Description of the task: Using the data below, copy out all lines with the word "Delaware".

(Data entries)
——————————

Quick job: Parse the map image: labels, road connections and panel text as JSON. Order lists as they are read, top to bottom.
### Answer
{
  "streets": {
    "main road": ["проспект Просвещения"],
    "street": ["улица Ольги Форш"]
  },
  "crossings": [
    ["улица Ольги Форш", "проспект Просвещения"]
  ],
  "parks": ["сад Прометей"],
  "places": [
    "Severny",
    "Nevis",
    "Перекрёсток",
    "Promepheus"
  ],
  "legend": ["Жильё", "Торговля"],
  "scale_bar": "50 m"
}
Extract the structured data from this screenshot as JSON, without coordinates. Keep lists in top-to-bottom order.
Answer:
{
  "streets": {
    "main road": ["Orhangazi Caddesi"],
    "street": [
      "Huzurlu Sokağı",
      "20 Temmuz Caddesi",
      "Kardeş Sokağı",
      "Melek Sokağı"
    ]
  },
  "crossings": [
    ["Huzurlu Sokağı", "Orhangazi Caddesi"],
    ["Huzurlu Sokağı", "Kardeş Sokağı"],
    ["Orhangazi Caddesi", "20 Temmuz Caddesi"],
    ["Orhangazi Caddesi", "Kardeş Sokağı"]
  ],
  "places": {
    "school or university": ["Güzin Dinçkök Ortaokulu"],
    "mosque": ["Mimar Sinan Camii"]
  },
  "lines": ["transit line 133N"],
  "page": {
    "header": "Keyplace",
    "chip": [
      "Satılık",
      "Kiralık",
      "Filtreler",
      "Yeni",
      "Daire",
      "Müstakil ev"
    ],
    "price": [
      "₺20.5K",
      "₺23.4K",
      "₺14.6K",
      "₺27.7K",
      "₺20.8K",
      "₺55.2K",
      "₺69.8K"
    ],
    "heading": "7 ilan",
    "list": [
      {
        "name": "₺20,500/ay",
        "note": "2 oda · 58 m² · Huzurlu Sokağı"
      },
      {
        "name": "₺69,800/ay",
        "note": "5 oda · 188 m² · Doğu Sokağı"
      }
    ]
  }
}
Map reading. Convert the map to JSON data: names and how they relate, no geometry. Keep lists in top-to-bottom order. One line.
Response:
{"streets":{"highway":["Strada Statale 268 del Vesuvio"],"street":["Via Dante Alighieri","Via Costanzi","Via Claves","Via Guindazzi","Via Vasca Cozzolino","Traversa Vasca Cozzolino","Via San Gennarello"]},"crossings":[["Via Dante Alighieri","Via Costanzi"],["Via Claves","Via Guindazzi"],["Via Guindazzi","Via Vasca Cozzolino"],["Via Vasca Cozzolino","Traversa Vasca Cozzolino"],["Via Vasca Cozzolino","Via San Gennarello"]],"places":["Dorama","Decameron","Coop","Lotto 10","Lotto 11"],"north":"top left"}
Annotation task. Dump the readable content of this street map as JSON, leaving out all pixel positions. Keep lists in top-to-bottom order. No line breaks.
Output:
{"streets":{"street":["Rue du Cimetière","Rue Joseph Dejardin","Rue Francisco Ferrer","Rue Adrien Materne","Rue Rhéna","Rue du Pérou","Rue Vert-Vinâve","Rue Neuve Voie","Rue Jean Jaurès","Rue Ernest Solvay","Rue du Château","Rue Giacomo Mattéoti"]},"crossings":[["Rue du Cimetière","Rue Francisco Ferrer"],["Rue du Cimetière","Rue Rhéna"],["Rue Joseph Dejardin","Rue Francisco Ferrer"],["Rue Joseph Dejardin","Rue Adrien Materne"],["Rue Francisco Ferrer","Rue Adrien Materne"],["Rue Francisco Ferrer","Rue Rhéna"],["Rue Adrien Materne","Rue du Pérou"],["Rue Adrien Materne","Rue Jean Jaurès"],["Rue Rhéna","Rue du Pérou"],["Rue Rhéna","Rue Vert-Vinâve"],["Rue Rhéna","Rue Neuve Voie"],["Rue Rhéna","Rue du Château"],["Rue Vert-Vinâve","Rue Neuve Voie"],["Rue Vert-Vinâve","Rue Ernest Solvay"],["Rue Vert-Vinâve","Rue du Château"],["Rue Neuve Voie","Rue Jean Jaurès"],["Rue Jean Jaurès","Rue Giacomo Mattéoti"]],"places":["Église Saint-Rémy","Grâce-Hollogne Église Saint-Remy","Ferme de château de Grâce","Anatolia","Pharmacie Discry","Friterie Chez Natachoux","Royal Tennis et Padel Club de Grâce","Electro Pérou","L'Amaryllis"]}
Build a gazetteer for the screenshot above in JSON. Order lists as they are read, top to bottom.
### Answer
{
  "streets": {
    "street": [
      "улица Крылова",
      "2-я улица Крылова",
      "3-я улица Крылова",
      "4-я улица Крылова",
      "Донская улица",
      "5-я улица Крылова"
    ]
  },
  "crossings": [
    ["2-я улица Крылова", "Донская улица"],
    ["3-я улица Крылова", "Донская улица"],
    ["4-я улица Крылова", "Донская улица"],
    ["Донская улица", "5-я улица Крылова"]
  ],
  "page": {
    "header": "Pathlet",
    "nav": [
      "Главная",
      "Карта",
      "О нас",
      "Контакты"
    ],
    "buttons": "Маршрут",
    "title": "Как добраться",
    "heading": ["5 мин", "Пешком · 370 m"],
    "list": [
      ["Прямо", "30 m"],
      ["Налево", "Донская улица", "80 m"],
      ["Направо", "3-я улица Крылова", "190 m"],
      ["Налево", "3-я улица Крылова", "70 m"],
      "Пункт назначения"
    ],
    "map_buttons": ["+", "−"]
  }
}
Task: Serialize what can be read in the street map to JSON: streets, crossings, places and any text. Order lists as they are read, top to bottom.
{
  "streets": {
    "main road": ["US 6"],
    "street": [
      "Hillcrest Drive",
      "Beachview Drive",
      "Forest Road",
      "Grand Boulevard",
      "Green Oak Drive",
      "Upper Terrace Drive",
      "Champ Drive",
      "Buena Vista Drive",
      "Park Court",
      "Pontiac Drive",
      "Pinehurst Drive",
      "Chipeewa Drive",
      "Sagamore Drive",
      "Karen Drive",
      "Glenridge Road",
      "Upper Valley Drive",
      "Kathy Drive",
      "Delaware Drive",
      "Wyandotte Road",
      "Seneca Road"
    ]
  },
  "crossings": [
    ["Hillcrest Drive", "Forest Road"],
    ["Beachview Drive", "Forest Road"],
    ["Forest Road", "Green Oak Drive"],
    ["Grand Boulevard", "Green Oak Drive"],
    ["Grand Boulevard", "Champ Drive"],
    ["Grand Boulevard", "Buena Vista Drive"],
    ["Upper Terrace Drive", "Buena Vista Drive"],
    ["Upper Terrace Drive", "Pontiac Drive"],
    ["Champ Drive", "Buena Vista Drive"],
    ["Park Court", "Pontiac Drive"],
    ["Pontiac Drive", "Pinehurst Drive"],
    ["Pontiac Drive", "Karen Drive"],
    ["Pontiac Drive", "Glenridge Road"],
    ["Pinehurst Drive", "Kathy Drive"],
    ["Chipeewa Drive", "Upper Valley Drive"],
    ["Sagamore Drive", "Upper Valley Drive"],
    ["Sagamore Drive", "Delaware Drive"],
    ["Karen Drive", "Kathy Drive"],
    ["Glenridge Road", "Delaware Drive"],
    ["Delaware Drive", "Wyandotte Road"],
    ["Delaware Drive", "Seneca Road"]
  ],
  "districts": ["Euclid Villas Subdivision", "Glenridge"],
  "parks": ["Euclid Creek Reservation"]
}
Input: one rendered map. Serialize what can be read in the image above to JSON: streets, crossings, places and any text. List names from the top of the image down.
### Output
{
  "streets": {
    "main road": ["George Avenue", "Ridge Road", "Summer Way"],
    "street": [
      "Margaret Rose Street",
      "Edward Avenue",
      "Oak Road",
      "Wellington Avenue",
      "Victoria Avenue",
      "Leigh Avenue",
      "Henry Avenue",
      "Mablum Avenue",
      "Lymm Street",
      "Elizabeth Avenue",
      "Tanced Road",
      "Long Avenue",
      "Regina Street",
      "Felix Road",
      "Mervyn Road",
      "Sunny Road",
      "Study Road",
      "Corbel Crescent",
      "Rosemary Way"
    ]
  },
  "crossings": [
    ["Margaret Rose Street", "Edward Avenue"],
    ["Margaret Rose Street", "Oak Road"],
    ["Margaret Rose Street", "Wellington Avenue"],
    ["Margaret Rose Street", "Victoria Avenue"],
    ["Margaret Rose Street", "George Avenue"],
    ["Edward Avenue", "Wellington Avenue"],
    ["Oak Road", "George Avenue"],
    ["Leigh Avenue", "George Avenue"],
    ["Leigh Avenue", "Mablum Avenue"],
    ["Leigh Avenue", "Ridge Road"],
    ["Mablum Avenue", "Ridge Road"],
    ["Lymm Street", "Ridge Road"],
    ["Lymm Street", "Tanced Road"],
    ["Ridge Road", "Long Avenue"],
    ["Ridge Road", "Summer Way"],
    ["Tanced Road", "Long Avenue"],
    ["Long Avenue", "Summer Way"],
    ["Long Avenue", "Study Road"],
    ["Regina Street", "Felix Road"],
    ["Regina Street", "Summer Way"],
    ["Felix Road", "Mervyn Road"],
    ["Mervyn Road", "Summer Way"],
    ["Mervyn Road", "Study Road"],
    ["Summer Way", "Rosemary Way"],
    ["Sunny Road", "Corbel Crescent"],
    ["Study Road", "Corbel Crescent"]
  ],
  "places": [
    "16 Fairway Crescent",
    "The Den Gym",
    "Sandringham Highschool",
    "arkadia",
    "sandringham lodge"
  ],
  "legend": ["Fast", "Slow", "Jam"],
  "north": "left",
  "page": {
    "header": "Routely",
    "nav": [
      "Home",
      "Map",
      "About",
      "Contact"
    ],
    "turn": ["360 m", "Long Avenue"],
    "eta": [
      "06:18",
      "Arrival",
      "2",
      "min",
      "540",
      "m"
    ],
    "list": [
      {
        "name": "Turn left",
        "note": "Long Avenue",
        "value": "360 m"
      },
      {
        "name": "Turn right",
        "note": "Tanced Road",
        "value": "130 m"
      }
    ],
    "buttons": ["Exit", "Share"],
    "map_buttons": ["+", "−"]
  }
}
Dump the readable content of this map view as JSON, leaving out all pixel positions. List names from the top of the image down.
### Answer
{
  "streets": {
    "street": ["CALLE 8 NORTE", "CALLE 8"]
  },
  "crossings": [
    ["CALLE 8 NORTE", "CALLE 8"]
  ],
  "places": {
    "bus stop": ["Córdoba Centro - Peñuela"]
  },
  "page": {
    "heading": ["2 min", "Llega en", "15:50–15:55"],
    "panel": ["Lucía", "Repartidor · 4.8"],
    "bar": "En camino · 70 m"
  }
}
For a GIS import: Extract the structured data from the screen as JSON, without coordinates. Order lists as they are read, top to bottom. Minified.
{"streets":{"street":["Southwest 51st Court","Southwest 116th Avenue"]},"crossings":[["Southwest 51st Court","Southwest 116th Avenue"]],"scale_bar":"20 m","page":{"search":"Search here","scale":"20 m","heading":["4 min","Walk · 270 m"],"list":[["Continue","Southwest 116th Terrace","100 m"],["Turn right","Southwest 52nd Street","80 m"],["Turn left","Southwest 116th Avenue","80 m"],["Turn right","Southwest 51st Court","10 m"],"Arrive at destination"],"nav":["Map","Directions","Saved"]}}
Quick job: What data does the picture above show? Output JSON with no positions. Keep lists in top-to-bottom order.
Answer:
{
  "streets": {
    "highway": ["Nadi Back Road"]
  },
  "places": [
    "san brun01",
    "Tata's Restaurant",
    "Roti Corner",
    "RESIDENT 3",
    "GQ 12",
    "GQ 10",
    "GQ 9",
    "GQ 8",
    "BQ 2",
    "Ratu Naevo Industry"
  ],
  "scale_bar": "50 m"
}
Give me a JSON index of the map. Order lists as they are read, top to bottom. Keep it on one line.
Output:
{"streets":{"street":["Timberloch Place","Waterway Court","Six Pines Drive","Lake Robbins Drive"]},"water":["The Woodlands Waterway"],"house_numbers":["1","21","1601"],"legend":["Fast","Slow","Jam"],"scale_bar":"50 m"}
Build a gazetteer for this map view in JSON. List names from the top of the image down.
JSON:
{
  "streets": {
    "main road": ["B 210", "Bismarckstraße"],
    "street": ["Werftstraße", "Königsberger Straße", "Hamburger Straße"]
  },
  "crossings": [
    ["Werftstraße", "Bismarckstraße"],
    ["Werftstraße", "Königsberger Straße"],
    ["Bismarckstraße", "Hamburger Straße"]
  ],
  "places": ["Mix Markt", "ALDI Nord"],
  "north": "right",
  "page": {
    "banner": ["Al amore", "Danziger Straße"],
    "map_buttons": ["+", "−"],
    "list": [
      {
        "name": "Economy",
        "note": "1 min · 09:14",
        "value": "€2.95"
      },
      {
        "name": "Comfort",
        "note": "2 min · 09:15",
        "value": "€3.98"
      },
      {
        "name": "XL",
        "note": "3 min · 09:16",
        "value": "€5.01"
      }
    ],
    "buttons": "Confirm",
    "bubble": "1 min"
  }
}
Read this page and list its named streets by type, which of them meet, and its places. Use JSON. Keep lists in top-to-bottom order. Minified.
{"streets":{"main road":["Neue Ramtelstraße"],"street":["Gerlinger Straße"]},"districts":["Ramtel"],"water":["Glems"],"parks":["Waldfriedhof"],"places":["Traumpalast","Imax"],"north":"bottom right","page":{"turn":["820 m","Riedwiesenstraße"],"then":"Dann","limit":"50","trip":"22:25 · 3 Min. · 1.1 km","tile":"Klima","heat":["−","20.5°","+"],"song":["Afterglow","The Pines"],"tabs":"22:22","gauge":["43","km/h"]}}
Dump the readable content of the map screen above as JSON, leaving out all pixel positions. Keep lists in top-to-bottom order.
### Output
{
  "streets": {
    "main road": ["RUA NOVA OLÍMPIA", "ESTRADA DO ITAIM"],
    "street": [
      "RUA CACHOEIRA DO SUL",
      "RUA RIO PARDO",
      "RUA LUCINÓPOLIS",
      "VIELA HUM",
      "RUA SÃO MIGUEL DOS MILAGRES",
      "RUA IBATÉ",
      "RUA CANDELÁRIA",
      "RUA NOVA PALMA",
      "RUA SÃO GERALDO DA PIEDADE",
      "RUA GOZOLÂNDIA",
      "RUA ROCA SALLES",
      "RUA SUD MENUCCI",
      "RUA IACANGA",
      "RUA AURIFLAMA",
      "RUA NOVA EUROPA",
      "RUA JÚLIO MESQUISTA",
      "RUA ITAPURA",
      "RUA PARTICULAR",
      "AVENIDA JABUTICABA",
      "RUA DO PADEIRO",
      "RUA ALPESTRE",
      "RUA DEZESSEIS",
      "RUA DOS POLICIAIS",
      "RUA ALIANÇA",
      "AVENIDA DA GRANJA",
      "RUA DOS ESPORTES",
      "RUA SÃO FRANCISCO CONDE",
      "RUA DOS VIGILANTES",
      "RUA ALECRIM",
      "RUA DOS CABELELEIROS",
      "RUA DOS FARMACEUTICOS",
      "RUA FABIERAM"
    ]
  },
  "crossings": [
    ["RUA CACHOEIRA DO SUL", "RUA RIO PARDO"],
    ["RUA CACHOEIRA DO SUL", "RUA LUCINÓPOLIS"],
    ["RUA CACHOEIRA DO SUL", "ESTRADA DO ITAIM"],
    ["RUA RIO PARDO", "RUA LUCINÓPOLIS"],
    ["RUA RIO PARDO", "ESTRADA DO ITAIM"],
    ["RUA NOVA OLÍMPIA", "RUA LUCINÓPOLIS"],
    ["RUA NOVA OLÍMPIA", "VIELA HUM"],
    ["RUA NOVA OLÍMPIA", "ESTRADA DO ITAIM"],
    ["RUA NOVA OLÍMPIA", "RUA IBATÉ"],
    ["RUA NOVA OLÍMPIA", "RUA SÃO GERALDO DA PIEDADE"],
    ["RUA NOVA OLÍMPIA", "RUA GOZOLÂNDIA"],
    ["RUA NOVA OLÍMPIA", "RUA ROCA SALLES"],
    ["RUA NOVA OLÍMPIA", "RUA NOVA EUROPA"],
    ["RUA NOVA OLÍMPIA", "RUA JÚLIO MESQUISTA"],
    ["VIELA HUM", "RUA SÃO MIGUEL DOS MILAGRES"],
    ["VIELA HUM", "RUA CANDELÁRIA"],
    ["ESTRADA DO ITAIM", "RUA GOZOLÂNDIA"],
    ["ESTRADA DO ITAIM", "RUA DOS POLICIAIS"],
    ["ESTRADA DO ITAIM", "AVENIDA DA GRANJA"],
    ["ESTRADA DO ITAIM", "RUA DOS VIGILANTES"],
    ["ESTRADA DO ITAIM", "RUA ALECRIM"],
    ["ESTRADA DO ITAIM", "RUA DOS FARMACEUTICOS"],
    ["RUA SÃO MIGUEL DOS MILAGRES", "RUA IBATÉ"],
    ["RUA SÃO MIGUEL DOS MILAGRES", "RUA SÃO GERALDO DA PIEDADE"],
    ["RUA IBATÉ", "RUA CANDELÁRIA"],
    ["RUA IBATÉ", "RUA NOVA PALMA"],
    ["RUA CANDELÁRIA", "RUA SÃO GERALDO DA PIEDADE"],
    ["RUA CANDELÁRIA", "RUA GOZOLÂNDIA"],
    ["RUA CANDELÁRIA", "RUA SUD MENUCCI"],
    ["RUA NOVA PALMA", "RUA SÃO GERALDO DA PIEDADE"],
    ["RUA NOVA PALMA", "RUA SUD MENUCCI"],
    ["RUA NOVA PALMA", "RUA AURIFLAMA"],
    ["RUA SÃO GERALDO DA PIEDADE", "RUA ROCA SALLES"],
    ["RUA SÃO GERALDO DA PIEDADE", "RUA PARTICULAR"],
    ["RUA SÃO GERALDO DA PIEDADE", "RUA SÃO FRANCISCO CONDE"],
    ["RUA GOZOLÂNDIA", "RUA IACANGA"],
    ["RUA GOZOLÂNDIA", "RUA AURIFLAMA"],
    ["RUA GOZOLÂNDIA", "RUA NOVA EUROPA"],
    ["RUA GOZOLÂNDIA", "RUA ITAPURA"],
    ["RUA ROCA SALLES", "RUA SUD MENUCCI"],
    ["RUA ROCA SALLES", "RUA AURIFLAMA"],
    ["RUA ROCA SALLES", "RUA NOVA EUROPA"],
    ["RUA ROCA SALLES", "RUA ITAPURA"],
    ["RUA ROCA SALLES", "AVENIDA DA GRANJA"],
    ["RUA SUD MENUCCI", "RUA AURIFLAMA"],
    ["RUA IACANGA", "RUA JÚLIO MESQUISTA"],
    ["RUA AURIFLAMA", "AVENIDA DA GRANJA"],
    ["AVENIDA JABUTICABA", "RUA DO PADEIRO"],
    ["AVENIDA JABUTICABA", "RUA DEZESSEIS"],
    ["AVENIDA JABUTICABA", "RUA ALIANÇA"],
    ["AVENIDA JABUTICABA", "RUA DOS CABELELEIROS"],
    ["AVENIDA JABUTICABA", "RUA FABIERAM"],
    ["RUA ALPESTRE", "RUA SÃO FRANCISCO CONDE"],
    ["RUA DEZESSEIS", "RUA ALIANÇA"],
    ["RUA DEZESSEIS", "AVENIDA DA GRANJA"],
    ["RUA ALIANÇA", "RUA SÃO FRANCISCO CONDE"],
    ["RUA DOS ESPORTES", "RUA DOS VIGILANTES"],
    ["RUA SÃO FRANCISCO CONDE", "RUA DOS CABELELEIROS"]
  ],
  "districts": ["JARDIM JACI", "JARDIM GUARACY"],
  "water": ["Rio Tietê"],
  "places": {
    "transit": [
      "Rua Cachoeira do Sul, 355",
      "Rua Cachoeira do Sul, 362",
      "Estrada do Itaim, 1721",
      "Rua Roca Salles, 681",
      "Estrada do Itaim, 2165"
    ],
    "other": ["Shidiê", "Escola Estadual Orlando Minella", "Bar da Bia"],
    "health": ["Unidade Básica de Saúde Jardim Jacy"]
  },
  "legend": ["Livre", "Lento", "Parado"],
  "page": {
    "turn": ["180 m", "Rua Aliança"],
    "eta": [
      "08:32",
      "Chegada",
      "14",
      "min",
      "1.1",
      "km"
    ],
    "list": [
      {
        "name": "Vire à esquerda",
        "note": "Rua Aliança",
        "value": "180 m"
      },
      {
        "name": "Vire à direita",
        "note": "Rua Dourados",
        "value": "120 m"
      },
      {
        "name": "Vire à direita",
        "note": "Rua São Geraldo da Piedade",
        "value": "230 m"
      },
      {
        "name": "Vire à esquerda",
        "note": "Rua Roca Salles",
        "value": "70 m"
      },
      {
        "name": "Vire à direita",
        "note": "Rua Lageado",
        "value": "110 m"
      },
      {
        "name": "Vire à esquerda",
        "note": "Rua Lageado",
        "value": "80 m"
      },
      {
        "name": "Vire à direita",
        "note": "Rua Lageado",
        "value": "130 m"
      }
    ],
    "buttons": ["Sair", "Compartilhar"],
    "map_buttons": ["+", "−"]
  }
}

——————————

Your response:
      "Delaware Drive",
    ["Sagamore Drive", "Delaware Drive"],
    ["Glenridge Road", "Delaware Drive"],
    ["Delaware Drive", "Wyandotte Road"],
    ["Delaware Drive", "Seneca Road"]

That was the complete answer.